Belmont goes on forever, with primly painted barns and the windowboxes full of stable-colored impatiens and geraniums, beneath the massive northern trees I don’t yet know by name.

Saratoga sign

The prettiness of Saratoga - and the Disney-like perfection - where all the barns have names and all the signs are in the same Victorian motif.

But Saratoga, as everyone else told me repeatedly, takes the cake.

Saratoga is the size of a small country town, and I think serious money could be made with some sort of golf cart taxi-cab service, because walking from one end of this massive property to the other doesn’t even bear thinking about.

In fact, I didn’t. In order to traverse what must have been two miles from the receiving barn to the Oklahoma track (which is across two roads, through a minor forest, a training track, past the main track and stabling) we actually hitched a ride on a golf cart with two grooms, and hitched a ride back with yet another groom. One thing Saratoga has, with its approximately eight million horses, is lots and lots of grooms.

The other thing that sets Saratoga apart, aside from its massive size, its ridiculous prettiness, and its devotion to tradition, is a backstretch that was truly designed for horse people. I’m sure the grandstand is nice, but I didn’t really experience the red-and-white awnings the way most people do. I watched the races from the backstretch, where just beyond the rail of the racetrack, there is a grill and bar where the burgers aren’t ten dollars and the beers aren’t seven, there are picnic tables and televisions, and there’s even a betting window.

For me, this is a massive selling point. In my opinion, the most obnoxious thing about going to the races, as most things, is the people. People standing in my way, people hurling insults, people saying inane things like, “Oh look, they’re running on the green grass part – I never noticed that before,” or “That’s amazing, look, last year there wasn’t an ambulance following the horses. I wonder what they think will happen.” Really? Really? It’s not that I begrudge casual fans, new fans, idle fans, the opportunity to come to the races. But I think there should be somewhere I can enjoy myself without having to listen to them. Like General Admission at concerts, there ought to be somewhere for the die-hards to freak out in peace. And Saratoga offers that, with a decent concession stand, to boot.

Crossing the street, Saratoga

A horse headed back to the receiving barn. Horses have VIP status in Saratoga, and there's something to be said for that attitude.
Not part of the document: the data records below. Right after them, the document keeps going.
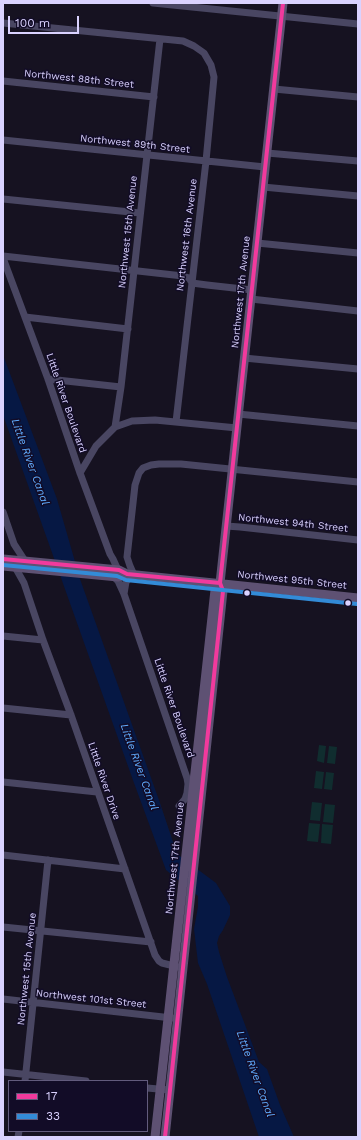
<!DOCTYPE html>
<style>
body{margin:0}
#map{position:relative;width:361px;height:1140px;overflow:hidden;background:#161221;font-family:"Work Sans",sans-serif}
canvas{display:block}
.frame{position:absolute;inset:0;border:4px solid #dad2ff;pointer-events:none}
.legend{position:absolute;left:8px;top:1080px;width:140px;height:52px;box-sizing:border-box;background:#120c27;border:1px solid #625b7d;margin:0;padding:5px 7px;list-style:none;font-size:12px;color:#dad2ff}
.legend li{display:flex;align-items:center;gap:8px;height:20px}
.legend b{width:20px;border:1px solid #625b7d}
.scale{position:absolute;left:8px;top:16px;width:71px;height:18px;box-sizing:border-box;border:2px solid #dad2ff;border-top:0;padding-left:5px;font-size:12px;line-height:14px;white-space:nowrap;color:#dad2ff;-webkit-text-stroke:3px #120c27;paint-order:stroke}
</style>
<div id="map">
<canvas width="361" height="1140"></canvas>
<div class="frame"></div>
<ul class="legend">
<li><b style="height:5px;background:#f13a9d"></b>17</li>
<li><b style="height:5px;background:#338bd7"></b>33</li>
</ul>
<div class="scale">100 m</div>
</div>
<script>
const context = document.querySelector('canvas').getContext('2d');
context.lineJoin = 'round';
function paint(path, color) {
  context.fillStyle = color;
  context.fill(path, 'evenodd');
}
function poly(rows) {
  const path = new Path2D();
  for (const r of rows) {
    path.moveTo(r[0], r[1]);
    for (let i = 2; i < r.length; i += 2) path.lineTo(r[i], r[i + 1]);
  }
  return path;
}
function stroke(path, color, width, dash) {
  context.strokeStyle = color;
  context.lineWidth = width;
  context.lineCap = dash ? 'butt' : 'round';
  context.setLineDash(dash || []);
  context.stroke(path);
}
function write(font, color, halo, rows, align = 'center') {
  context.font = font + ' "Work Sans",sans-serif';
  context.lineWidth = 3;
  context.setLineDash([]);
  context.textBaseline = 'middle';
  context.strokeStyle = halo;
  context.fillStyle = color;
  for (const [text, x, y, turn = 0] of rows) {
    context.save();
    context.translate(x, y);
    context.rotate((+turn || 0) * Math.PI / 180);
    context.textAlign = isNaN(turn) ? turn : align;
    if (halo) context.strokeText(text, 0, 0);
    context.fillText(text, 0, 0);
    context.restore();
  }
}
const green = poly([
 [319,745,326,746,324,763,317,761],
 [329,746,337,747,335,764,327,763],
 [316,771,324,772,322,789,314,788],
 [326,772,334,773,332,790,324,789],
 [312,802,322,803,320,821,310,820],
 [325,804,335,805,333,823,323,822],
 [309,823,320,824,318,842,307,841],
 [322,824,333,825,331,844,321,843]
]);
const water = poly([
 [3,355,57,499,80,579,160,803,177,854,216,883,230,906,230,915,223,930,219,936,217,943,219,952,227,977,259,1062,267,1069,280,1105,294,1137,259,1137,207,984,198,963,194,929,198,907,198,896,166,870,134,783,3,415]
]);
const minor = poly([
 [153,3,358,24],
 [3,23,183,41,194,46,204,53,211,65,214,77,206,161,176,422],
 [3,81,154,97],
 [274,89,358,97],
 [3,140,265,167],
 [267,153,358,161],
 [263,187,358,196],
 [3,199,140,213],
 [257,243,358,253],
 [3,256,183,276,189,278,192,283,207,285,252,290],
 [3,258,48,379,80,473,110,554,113,559,118,570],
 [251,299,358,311],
 [25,317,128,329],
 [244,358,358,369],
 [48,379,121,387],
 [238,414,358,426],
 [115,427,121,387,160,39],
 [80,473,96,446,115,427,132,421,155,420,237,428],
 [3,512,14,544,25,561],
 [226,526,240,527,358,540],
 [15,567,24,583,43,640,71,715,155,955,159,961,162,963,178,967],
 [114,577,118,581,124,594,187,778,188,784,187,793,185,799,179,806],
 [124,594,126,582,130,577,134,575,130,566,127,557,135,485,139,473,143,468,151,465,159,464,181,464,358,482],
 [3,636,43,640],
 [3,708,71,715],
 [3,782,97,792],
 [3,855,125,869],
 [3,927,151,942],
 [3,999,172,1018],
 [3,1072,86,1081],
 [25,1081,48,860],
 [147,1088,170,1090],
 [18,1137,19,1131]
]);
const major = poly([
 [3,559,119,570,127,574,358,598],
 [3,566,118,577,127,574],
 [155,1137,215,590,220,583],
 [165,1137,223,591,220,583,221,574,283,3]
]);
const bus1 = poly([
 [3,559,119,570,127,574,220,583],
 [165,1137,223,591,220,583,283,3]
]);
const bus2 = poly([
 [3,565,117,576,126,580,357,604]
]);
const markers = [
 [247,593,3.5,"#dad2ff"],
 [348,603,3.5,"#dad2ff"]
];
const streetNames = [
 ["Northwest 88th Street",79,79,6],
 ["Northwest 89th Street",135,144,6],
 ["Northwest 15th Avenue",128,232,-84],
 ["Northwest 16th Avenue",187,235,-83],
 ["Northwest 17th Avenue",241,292,-84],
 ["Little River Boulevard",66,403,71],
 ["Northwest 94th Street",293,523,6],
 ["Northwest 95th Street",292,580,6],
 ["Little River Boulevard",174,708,71],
 ["Little River Drive",104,781,71],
 ["Northwest 17th Avenue",175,858,-84],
 ["Northwest 15th Avenue",27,969,-84],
 ["Northwest 101st Street",91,999,6]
];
const waterNames = [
 ["Little River Canal",30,462,70],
 ["Little River Canal",139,767,70],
 ["Little River Canal",255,1074,70]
];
paint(green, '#102d2f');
paint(water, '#061844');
stroke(minor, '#494662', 7);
stroke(major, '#5e5173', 9);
stroke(bus1, '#f13a9d', 4);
stroke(bus2, '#338bd7', 4);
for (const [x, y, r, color] of markers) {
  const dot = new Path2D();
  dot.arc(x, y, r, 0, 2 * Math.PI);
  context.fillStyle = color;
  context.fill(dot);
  stroke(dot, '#120c27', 1.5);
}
write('10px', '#dad2ff', '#120c27', streetNames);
write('italic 11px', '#60acff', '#120c27', waterNames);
</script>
The road crossings, and there are plenty of them, are especially charming. Possibly NYRA wouldn’t be in such debt if they didn’t have all these security officers on the payroll, guarding the dozens of barns and stopping traffic to let horses and their people cross the streets between the properties, but I love the security officers, and I love the street-crossings, so we’ll just have to figure out another way to close the budget gaps.

Dorm at the receiving barn, Saratoga

The view from the barn. We slept just inside that porch, in a bare six by twelve room. Dorms here are BYOB - Bring Your Own Bed.

Was Saratoga one long raucous party? Not the night that I was there. But then, I slept here: fifty feet from my horse’s stall, in this amazing little farmhouse (?) with a Victorian Gothic window and a fat hedgehog living under the building next door. The picnic table, by the way, is a spot for late-night confessions. I assume; the conversations, muffled and frankly annoying since I was dead tired, were in Spanish.

I don’t see how the party life-style that I’ve been hearing about goes with getting up at four-thirty a.m. to take care of racehorses. Because at five o’clock, on the porch of the dorm, we sat and watched the lights come on in Linda Rice’s training barn, and the Saratoga backstretch morning began.